Aim of the task:
If a record holds a picture, skip the picture but print everything else exactly.

Entries shown:

■ ■ ■

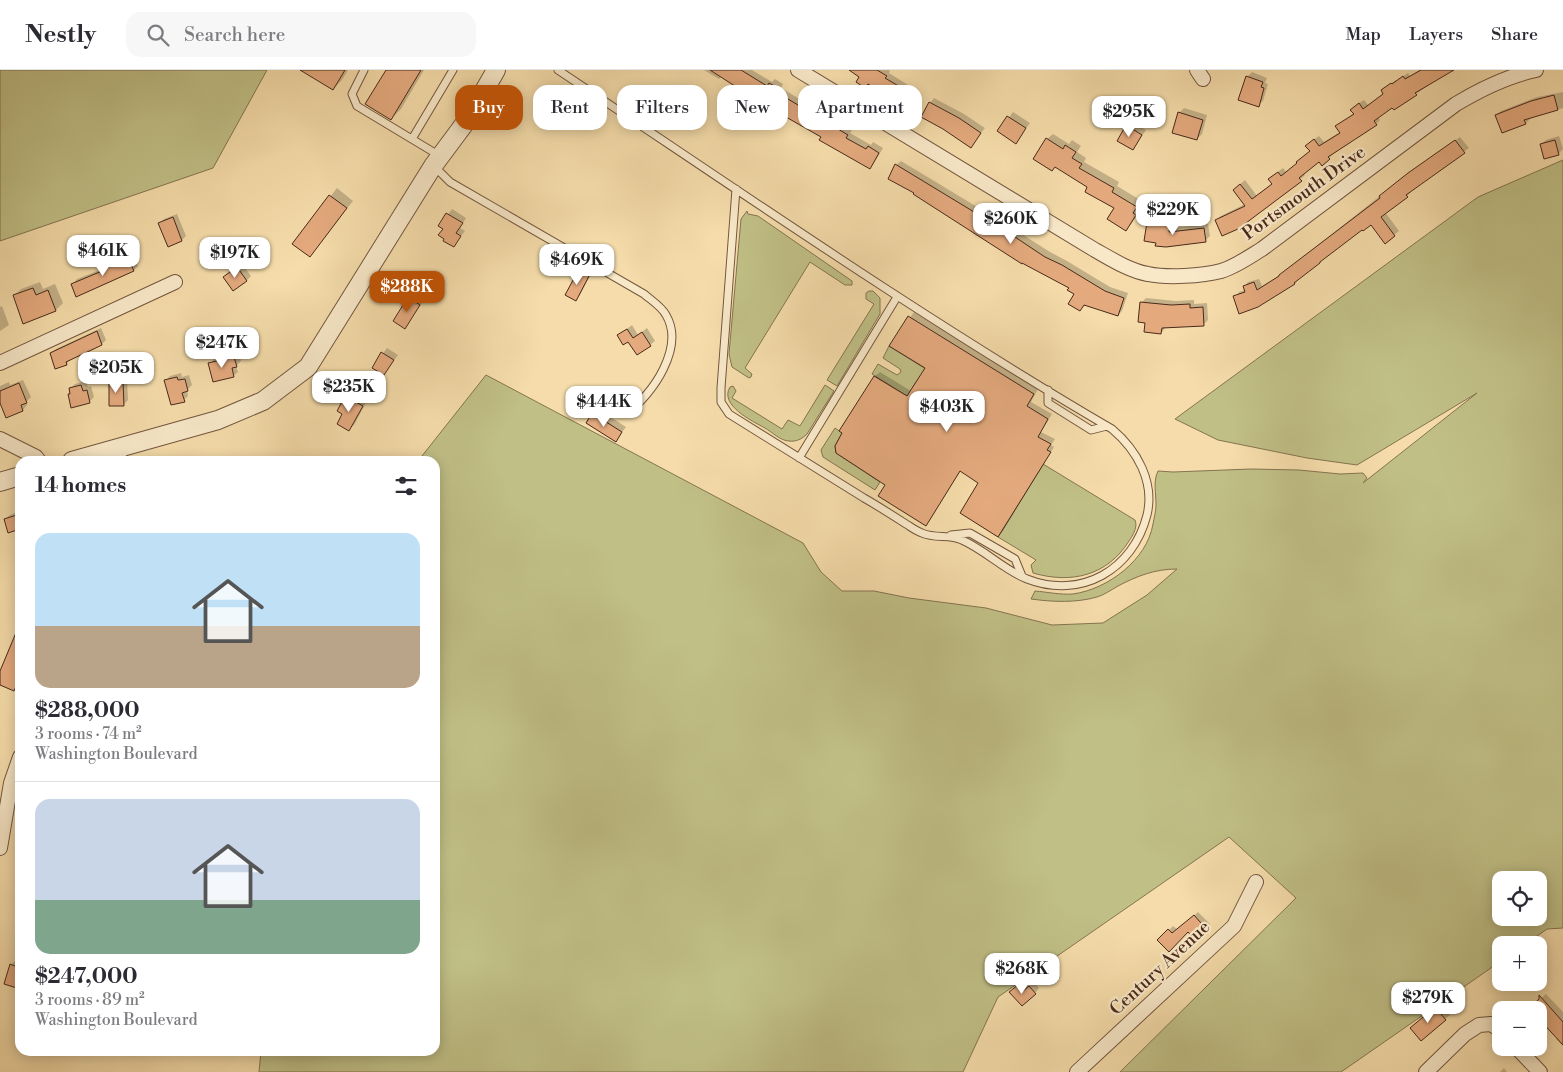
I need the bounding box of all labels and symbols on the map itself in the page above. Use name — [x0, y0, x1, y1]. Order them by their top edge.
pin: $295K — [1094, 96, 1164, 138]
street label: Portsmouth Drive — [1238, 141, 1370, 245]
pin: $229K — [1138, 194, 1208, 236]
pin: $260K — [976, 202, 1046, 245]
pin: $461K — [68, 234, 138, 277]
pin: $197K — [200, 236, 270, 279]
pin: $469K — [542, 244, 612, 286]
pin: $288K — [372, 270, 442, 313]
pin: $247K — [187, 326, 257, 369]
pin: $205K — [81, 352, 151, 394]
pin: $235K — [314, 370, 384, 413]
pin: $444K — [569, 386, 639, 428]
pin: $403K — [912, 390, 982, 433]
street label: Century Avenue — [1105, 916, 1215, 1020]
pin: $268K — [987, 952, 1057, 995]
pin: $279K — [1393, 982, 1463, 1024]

■ ■ ■

Task solution:
I need the bounding box of all labels and symbols on the map itself in the page above. Use name — [x0, y0, x1, y1]. Order them by their top edge.
pin: $295K — [1094, 96, 1164, 138]
street label: Portsmouth Drive — [1238, 141, 1370, 245]
pin: $229K — [1138, 194, 1208, 236]
pin: $260K — [976, 202, 1046, 245]
pin: $461K — [68, 234, 138, 277]
pin: $197K — [200, 236, 270, 279]
pin: $469K — [542, 244, 612, 286]
pin: $288K — [372, 270, 442, 313]
pin: $247K — [187, 326, 257, 369]
pin: $205K — [81, 352, 151, 394]
pin: $235K — [314, 370, 384, 413]
pin: $444K — [569, 386, 639, 428]
pin: $403K — [912, 390, 982, 433]
street label: Century Avenue — [1105, 916, 1215, 1020]
pin: $268K — [987, 952, 1057, 995]
pin: $279K — [1393, 982, 1463, 1024]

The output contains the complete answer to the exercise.